Speed
The 56 kbit/s theoretical speed is only possible when the system being dialled into has a digital connection to the telephone system, such as DS0 service. By the time 56k modems came into use, most of the telephone system beyond the local loop was already digital, so the new 56k protocols took advantage of this.
If both calling party and called party have an analog connection, the voiceband signal will be converted from analog to digital and then back to analog. Each conversion adds noise, and there will be too much noise from the second conversion for 56k to work. The modem's negotiation processes will fall back to the less demanding 33.6 kbit/s mode. Other local loop conditions, such as certain antiquated pair gain systems, may have similar results.

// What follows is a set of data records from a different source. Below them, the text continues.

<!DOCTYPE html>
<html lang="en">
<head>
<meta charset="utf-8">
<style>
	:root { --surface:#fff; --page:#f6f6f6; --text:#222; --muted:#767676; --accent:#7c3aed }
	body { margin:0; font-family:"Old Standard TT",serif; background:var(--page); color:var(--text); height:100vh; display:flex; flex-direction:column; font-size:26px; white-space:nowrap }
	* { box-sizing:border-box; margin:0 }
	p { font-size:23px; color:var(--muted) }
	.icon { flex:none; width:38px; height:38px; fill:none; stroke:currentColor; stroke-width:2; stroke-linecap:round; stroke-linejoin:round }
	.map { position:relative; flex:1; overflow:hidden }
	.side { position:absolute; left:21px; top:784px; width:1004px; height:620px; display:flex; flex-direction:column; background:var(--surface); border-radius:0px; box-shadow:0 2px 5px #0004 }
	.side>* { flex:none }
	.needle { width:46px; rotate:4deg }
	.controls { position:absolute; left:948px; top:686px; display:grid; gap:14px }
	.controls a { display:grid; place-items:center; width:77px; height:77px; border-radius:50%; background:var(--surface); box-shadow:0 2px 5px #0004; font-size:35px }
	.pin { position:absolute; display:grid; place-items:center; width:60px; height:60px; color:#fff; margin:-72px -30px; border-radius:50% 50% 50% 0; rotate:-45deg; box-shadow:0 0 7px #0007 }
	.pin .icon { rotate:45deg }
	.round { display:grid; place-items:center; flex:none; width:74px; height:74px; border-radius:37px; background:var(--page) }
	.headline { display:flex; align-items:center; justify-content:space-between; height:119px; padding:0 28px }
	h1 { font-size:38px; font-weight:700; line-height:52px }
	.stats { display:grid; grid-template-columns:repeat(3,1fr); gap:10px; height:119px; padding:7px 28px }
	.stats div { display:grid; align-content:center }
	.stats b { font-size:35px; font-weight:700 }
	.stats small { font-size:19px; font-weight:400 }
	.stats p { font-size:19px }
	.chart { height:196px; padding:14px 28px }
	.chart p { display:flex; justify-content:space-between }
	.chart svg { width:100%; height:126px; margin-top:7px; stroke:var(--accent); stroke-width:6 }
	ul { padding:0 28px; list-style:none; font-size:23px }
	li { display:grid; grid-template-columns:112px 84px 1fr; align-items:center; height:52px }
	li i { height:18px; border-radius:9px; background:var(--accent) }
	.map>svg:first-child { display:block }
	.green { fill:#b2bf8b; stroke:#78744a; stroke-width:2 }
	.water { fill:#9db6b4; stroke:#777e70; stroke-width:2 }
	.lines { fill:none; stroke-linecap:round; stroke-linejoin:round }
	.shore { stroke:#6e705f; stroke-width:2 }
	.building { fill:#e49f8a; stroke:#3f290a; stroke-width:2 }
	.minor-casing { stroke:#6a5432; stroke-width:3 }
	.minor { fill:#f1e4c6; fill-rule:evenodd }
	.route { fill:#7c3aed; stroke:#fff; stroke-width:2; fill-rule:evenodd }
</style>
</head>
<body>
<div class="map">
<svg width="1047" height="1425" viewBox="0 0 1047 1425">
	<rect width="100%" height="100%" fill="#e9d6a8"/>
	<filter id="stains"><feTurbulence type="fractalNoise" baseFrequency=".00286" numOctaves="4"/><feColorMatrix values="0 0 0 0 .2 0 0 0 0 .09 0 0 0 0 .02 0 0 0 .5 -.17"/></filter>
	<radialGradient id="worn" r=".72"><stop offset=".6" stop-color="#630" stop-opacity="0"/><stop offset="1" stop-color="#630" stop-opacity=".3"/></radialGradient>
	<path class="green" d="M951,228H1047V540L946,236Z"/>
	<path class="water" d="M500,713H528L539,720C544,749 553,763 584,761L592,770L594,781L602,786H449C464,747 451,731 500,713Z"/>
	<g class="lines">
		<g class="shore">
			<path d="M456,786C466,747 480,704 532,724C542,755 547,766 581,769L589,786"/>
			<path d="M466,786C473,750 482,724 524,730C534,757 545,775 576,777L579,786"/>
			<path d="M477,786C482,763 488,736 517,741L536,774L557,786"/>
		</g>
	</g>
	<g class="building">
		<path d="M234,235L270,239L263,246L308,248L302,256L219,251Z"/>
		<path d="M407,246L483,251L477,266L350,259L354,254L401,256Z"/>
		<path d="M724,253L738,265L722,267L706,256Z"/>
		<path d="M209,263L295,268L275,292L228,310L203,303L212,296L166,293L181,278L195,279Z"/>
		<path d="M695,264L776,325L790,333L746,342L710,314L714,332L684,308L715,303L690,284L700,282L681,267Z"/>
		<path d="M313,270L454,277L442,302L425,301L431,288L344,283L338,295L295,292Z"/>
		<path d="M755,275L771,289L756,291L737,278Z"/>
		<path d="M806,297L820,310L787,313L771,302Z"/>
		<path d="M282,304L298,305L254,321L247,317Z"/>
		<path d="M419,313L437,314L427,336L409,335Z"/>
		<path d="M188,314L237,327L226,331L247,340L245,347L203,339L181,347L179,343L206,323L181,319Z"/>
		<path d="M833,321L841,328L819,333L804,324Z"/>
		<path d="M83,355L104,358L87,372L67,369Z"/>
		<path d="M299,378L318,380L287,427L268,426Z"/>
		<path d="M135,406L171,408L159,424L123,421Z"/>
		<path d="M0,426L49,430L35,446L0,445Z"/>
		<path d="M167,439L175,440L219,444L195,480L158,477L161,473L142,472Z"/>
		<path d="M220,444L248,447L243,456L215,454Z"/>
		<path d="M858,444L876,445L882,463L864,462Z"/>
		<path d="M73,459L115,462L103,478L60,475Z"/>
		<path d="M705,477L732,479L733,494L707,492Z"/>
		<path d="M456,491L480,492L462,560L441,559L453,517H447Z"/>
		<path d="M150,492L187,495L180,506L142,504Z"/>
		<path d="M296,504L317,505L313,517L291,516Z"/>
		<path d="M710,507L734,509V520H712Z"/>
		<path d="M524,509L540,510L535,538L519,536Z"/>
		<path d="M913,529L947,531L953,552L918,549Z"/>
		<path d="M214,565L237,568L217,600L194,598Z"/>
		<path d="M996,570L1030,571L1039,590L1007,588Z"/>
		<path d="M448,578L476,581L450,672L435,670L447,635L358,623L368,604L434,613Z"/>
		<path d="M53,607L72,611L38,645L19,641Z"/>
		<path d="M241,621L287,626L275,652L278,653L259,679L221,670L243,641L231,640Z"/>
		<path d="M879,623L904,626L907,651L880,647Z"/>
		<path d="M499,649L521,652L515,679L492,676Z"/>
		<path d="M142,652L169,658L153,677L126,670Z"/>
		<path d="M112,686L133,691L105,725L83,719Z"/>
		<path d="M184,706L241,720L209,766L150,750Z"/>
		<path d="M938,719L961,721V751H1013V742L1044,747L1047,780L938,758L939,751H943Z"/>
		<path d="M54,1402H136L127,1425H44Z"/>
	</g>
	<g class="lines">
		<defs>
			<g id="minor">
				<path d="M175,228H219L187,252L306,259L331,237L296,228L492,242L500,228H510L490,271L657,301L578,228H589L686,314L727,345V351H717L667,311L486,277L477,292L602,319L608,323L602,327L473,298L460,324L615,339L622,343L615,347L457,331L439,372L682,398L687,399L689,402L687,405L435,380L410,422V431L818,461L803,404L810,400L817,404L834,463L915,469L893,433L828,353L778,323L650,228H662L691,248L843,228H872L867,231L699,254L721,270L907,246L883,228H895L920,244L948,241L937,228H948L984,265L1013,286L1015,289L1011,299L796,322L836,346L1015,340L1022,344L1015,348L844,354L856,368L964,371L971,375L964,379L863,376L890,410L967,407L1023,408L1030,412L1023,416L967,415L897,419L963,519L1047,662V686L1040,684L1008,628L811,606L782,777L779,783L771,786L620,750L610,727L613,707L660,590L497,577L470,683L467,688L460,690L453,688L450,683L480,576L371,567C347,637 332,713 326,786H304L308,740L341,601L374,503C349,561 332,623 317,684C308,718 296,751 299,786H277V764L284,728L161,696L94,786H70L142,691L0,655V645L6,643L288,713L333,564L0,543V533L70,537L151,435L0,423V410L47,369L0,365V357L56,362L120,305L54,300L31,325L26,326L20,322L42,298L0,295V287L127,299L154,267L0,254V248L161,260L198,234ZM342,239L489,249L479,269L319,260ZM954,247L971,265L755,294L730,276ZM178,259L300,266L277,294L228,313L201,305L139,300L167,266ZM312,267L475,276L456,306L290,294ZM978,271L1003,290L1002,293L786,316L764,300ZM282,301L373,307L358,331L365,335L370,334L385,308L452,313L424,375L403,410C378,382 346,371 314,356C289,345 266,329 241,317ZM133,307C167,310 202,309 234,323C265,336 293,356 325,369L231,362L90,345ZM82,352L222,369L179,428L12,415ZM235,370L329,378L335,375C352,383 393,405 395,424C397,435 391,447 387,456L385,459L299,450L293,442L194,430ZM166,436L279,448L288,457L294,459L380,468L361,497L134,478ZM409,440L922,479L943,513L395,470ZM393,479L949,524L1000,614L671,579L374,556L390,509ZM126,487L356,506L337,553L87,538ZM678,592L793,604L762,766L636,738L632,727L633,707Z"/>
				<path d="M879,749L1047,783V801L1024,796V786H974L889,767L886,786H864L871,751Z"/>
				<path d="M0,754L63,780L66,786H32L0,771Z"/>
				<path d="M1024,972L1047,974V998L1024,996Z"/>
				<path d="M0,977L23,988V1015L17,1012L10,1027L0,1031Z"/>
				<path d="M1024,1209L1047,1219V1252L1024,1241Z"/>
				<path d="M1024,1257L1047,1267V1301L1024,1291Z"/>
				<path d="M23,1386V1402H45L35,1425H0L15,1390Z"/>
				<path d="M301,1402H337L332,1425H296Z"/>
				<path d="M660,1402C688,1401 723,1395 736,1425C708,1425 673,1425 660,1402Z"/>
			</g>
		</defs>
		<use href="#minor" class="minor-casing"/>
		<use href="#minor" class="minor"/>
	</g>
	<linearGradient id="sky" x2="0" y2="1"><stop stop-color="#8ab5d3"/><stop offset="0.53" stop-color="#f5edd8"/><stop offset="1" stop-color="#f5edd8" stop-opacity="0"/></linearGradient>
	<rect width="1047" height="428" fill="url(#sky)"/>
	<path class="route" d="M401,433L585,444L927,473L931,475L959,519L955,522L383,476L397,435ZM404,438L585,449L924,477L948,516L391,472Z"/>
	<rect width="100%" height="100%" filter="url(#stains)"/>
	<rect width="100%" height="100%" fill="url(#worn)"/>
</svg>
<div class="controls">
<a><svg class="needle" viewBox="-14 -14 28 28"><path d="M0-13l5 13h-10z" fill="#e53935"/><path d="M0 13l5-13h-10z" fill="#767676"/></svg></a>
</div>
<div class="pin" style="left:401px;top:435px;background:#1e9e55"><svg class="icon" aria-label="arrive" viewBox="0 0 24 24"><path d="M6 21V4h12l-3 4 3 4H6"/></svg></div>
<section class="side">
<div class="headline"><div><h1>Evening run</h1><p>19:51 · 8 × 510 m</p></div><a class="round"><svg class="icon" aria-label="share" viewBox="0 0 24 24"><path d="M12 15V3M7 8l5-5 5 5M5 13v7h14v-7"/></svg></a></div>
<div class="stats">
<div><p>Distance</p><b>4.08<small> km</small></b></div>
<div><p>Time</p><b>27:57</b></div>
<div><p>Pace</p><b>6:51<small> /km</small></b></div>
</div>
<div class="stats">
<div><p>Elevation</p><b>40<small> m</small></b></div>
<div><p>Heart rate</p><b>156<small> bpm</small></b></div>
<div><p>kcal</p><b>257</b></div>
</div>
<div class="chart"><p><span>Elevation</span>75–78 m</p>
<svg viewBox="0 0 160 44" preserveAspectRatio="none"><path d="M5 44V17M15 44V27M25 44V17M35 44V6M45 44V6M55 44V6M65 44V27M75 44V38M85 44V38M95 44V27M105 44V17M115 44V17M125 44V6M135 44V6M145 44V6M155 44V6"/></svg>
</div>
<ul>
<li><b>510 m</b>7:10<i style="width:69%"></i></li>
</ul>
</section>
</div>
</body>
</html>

In 8-N-1 connections (1 start bit, 8 data bits, No parity bit, 1 stop bit), which were typical before LAPM became widespread, the actual throughput is a maximum of 5.6 kilobytes per second, since ten bits are transmitted for every 8-bit byte, although effective throughput can be increased as high as 32 kbytes/s using internal compression, or 100 kbytes/s using ISP-side compression.

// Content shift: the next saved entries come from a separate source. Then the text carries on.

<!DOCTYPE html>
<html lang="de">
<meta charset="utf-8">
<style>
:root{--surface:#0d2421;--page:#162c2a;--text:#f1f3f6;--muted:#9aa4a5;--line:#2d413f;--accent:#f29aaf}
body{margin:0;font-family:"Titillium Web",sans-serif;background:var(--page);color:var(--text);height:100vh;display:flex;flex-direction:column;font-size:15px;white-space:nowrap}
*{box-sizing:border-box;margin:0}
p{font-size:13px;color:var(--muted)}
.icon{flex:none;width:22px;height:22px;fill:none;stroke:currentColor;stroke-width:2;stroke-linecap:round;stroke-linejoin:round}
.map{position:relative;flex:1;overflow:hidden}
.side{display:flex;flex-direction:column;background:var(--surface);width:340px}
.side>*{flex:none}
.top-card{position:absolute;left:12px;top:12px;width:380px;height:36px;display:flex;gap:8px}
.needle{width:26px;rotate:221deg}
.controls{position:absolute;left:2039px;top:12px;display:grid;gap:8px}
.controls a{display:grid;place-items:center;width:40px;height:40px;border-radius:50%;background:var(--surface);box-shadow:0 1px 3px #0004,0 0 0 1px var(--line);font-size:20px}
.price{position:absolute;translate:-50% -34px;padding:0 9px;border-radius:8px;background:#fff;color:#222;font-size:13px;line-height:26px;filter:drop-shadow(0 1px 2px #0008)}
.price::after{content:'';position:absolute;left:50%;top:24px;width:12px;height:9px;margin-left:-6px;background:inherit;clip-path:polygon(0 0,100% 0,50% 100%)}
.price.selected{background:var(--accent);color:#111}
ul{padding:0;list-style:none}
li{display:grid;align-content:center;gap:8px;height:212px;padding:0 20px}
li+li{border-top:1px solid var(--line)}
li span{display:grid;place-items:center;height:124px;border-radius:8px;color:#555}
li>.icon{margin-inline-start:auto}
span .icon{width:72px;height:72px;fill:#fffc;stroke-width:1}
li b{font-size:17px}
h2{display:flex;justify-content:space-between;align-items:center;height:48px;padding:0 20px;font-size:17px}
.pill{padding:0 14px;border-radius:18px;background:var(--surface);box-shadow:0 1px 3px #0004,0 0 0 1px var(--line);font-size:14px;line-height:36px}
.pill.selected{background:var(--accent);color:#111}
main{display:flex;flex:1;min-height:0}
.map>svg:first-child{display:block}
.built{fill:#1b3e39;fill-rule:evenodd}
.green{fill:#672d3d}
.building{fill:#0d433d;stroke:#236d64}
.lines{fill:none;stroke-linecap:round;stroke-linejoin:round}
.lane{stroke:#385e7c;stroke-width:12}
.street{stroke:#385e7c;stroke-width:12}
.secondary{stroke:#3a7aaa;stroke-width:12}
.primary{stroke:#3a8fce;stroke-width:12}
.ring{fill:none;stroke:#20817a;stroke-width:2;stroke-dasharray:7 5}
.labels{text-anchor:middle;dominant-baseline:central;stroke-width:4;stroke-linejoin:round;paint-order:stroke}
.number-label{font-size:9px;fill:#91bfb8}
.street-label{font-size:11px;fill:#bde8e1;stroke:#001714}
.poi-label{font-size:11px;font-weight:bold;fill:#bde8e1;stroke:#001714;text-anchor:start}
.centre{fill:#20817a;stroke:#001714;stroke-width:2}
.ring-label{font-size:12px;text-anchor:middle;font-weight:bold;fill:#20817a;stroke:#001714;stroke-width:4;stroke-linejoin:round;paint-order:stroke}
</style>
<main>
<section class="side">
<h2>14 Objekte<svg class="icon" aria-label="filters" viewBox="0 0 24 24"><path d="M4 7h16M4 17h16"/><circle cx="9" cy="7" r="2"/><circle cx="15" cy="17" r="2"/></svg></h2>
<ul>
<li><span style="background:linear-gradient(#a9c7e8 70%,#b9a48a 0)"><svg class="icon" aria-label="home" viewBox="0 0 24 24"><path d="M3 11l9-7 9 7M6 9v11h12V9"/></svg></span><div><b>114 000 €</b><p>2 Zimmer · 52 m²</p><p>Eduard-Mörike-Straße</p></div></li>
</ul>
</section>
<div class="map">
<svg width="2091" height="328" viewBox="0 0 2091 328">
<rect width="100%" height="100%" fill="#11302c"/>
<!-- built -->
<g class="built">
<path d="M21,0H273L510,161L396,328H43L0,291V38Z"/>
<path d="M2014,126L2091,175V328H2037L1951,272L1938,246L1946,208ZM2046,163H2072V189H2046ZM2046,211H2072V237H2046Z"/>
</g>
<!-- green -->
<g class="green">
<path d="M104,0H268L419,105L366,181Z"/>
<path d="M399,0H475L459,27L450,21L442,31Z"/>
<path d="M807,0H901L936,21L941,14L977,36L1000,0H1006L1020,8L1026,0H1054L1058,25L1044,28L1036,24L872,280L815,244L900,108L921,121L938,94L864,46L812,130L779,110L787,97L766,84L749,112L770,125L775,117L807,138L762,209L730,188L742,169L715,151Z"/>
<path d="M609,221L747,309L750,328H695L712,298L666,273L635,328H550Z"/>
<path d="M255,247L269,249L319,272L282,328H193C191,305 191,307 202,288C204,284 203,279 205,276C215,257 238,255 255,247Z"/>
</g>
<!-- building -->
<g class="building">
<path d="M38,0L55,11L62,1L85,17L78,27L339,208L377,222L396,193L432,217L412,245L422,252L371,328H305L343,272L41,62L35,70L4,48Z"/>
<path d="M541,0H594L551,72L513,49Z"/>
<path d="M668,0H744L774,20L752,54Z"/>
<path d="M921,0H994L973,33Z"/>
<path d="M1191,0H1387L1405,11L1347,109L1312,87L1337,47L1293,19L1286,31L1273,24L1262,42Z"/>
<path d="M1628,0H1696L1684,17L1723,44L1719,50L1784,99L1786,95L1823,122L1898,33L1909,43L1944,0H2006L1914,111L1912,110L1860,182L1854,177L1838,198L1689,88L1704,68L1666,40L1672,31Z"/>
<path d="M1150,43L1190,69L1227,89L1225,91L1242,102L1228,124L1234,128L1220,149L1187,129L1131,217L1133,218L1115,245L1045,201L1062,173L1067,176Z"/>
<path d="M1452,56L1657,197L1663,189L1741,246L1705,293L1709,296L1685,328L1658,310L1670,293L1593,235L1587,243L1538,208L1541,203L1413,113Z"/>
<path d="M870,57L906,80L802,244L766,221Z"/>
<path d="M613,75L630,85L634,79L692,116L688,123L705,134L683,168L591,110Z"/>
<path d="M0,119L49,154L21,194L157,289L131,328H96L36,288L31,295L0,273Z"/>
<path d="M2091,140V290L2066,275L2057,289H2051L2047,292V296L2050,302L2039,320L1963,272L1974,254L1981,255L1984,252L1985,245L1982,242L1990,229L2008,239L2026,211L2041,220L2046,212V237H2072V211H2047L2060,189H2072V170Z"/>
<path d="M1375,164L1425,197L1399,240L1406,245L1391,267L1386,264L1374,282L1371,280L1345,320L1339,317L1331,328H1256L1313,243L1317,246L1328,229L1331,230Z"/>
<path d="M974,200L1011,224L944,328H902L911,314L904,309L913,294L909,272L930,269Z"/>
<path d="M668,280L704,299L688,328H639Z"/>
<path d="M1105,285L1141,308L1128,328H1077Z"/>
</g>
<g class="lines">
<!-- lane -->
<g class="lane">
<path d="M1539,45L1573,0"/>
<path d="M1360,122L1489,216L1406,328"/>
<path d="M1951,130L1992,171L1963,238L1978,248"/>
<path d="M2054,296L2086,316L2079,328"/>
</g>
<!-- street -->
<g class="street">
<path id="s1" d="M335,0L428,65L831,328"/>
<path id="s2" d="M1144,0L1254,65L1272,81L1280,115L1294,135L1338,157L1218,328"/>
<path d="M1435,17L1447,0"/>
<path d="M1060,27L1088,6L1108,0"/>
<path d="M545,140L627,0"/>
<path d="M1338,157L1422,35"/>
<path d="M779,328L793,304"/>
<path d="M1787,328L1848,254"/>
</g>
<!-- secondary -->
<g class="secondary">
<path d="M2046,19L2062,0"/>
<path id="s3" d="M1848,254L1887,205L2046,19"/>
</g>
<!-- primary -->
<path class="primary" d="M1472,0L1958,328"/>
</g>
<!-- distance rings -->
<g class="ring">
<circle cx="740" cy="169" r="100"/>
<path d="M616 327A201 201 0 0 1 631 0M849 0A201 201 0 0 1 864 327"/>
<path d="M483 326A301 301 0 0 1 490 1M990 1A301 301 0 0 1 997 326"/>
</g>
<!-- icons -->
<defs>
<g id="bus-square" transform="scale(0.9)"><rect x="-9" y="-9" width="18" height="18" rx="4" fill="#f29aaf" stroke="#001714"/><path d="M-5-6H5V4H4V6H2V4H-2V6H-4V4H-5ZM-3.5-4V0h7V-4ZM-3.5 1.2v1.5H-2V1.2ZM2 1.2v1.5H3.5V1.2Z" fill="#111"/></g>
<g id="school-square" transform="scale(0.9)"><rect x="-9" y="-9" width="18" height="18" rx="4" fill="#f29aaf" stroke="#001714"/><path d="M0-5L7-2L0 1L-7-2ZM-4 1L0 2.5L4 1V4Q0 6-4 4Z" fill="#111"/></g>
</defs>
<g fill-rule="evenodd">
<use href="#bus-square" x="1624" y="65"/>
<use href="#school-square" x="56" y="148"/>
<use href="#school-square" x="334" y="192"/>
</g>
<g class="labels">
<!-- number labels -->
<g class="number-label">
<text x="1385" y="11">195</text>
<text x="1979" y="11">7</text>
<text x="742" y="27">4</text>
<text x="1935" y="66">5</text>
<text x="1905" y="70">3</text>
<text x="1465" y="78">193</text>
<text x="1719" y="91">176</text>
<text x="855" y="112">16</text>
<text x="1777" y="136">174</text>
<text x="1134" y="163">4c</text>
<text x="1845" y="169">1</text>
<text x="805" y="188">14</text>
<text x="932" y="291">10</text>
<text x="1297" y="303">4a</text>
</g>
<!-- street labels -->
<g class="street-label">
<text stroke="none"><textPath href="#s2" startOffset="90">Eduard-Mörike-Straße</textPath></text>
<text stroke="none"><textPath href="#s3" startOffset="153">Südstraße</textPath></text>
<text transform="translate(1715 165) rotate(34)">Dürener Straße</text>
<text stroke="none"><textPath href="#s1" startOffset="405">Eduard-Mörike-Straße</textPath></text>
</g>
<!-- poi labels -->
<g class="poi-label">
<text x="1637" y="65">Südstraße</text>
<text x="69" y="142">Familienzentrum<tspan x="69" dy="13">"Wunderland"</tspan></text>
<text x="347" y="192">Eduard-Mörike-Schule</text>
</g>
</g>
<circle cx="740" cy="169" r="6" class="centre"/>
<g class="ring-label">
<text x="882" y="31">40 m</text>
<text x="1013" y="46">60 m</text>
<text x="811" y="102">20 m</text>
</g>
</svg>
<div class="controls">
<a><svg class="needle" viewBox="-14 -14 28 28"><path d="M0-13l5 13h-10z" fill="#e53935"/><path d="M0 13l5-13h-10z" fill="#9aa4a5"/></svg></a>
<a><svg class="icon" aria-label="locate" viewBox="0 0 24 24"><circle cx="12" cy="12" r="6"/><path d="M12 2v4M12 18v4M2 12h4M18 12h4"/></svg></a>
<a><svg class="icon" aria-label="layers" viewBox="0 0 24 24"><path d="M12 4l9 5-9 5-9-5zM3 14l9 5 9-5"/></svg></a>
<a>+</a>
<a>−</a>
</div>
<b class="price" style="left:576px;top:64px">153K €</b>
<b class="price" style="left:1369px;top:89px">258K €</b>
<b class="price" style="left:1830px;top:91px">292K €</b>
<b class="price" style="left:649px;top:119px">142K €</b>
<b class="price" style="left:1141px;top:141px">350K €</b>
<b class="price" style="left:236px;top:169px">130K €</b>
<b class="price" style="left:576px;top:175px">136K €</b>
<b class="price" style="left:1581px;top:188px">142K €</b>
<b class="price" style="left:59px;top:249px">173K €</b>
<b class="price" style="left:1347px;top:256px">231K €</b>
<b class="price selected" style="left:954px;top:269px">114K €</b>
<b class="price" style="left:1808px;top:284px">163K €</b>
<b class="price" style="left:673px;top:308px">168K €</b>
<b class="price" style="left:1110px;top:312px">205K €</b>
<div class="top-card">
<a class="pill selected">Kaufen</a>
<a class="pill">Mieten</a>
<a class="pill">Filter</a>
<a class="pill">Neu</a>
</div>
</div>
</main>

Effective throughput will vary, depending on framing protocols, noise, data compression, and other factors. See V.42 and Comparison of synchronous and asynchronous signalling article for more detail.
The upload speed is 33.6 kbit/s if an analog voiceband modem is used (V.90), or 48.0 kbit/s using a digital modem (V.92). Due to the design of public telecommunications networks, higher speed dialup modems are unlikely to ever appear. Also, depending on the quality of the line conditions, the user may not be able to reach this maximum speed. While faster communications such as DSL and cable modems became widely available to urban consumers in the early 2000s in the United States, dial-up Internet access remains common, since high speed rural Internet connections are often scarce and because people may still use it to send faxes.